What hasn’t changed, however, is what has been the most common grant written.
Barnes said that library books and new technology have been consistently asked for during the past 25 years, though the days of teachers writing grants for polaroid film and overhead projectors have passed.
“You can go back and look at some of the grants that have been given and in some ways they’re still the same. Libraries still need books. Computers in whatever iteration they’re in are still a nec-essary tool,” she said.
While new technology and teaching techniques are to be expected, some grants, like for drones or a reading method that uses Legos, were not imagined by anyone on the board.
“Can you imagine 25 years ago that you’d have fifth graders programming flying drones? I mean that’s like science fiction,” Barnes said.
The opportunities afforded to students of Demopolis don’t come from nothing. Barnes pins the success of the DSCF on the community members who support the foundation through the mem-bership program year after year.
Of course, success doesn’t come without challenges. According to Barnes, staying true to an or-ganization’s original mission and not be “lured away by new and shiny ideas” is harder than it seems, but it’s not nearly the most difficult part of the job.
“When you have to tell a teacher she didn’t get a grant is one of the most disappointing things. That’s the hardest part of this job.”
Barnes said she does her best to keep encouraging the teachers to apply for grants, even when they haven’t been awarded any. Without the teachers writing these grants, the education of Demopolis students would be very different.

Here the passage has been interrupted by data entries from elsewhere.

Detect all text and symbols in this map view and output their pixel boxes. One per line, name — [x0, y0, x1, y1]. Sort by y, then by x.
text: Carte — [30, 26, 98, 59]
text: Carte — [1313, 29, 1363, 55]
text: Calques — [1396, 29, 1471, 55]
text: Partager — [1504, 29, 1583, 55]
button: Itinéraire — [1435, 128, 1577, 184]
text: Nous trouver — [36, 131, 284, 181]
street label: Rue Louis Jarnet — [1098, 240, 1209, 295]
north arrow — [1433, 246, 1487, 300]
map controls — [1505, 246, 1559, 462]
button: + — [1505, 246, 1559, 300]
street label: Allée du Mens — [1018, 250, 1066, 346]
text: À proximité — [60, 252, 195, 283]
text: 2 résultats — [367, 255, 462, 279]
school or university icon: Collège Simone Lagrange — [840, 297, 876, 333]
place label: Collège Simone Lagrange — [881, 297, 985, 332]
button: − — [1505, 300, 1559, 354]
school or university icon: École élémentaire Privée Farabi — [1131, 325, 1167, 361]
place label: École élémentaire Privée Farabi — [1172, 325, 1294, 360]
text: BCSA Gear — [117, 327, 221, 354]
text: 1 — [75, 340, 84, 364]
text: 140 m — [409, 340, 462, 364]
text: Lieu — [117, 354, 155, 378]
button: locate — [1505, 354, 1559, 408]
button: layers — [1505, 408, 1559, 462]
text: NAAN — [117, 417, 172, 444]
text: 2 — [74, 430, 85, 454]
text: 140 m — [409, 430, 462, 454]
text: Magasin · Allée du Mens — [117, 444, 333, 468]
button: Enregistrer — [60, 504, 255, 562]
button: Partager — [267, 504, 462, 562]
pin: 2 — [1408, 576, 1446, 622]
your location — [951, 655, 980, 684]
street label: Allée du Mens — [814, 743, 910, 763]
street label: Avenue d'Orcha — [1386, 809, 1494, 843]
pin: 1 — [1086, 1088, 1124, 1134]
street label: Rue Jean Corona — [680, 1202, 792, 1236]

“I just think there are experiences and items that our kids wouldn’t ever have. Our kids would not know how to program robots … They would not have access to technology like they do,” Barnes said.
Barnes is thankful for the school system and donors who enable the DCSF to fulfill its purpose. She said that while the foundation serves the students and teachers in Demopolis, the support from the community is what drives the DCSF and the school system forward.
Demopolis High School students in the late ‘90’s pose with a computer that was purchased with a grant awarded by the Demopolis City Schools Foundation.